Alors qu’elle se trouvait dans la salle du trône du palais de l’Archidémon, Gremory fit un geste rare en marmonnant d’un air maussade. Kimaris, Vepar et Raphaël étaient avec elle. Ils formaient à eux quatre les combattants les plus puissants restés à Kianoides à ce moment-là.

Plusieurs heures s’étaient écoulées depuis l’entrée du groupe de Zagan à Kaslytilio. À cause d’une sorte de barrière, il n’était plus possible de les contacter, même par télépathie. Malgré tout, l’ombre de Barbatos restait connectée.

Ou du moins, elle l’était jusqu’à présent, ce qui indiquait que quelque chose s’était bel et bien produit.

Comme ils étaient tous là, je doute que le pire soit arrivé, mais tout de même…

Il se pourrait que Barbatos ait été repéré, ce qui aurait conduit à un renforcement de la barrière. Dans ce cas, Zagan aurait laissé une trace derrière lui. Autrement dit, Zagan se trouvait dans une situation où il ne pouvait pas agir librement. Si quelque chose devait arriver à Kianoides, c’était le moment.

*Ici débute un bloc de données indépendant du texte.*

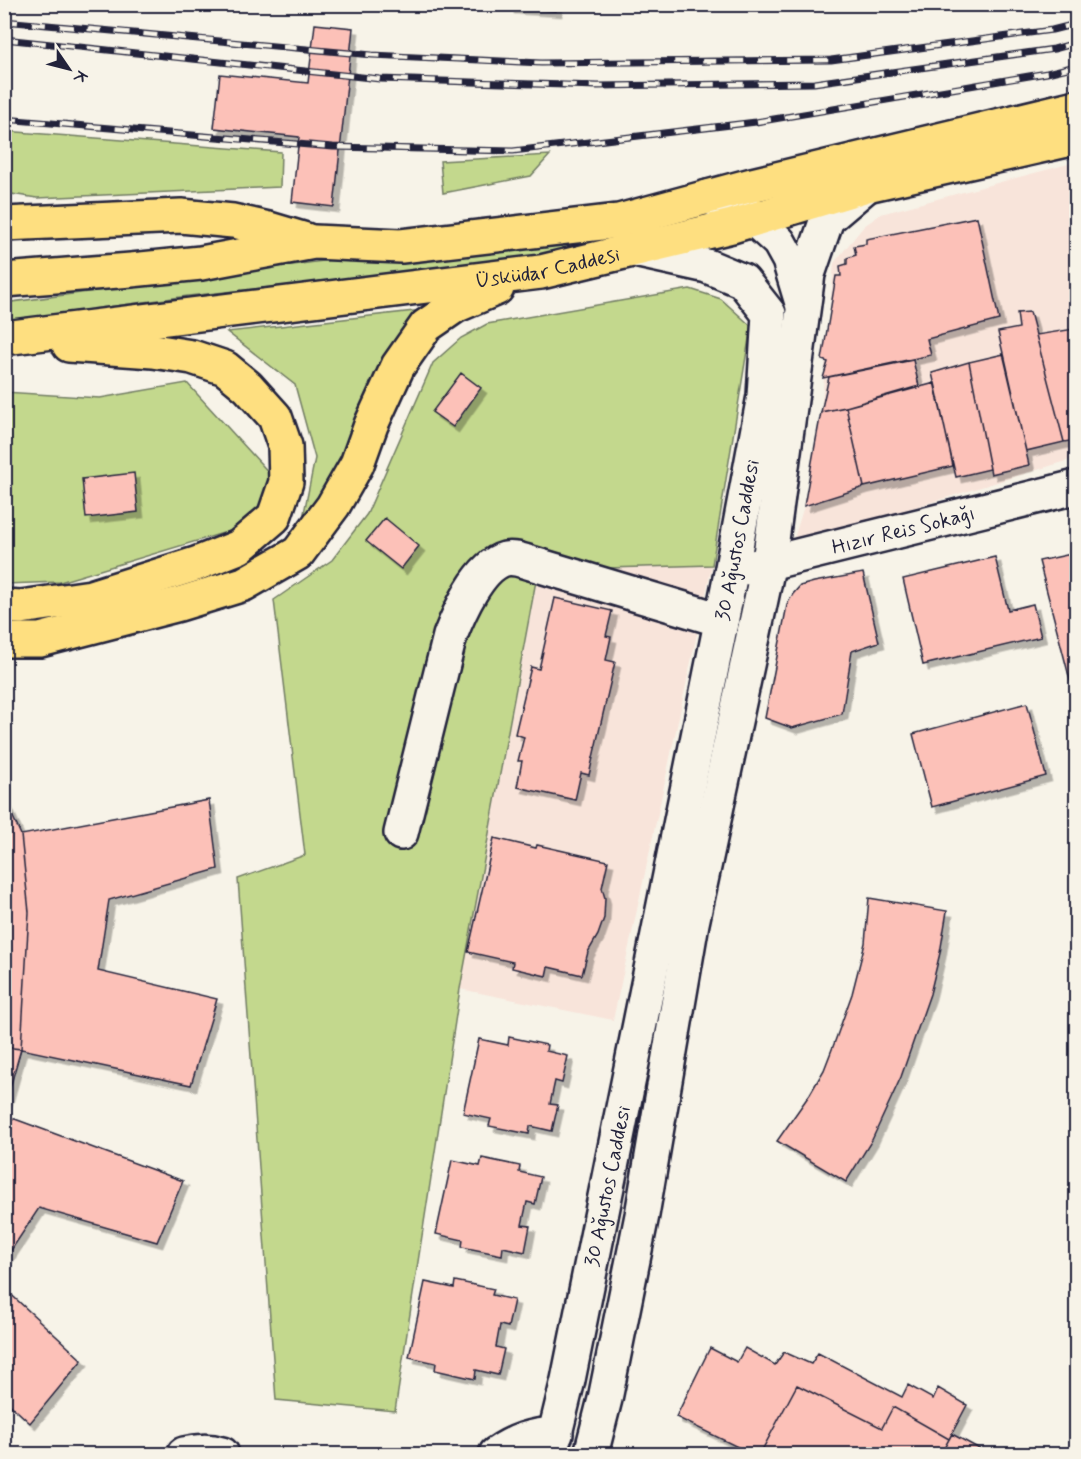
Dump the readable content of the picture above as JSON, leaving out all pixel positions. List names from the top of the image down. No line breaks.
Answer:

« Kimaris, Vepar, soyez très vigilants… »

Avant que Gremory n’ait pu finir sa phrase, Vepar saisit son bâton et se leva :

« On dirait qu’on est déjà attaqués, » déclara-t-il, une goutte de sueur coulant sur sa joue.

Gremory le remarqua un instant plus tard. Il y avait quelque chose devant le palais de l’Archidémon. Cela était littéralement apparu de nulle part. Elle n’avait rien détecté de tel quelques instants auparavant, mais à présent, elle s’étouffait presque sous le souffle du mana qui venait dans leur direction, alors qu’elle se trouvait tout au fond de la salle du trône.

Ce n’est pas un humain… Qu’est-ce que c’est ?

Quoi que ce soit, c’était d’une puissance incroyable.

« Est-ce un démon ? » demanda Kimaris avec prudence.

Vepar secoua la tête et répondit : « Pas exactement. Je me souviens de cette sensation. Ça s’est produit juste avant que je ne vienne ici… S’agissait-il de Samyaza ? Ça semble être le même. »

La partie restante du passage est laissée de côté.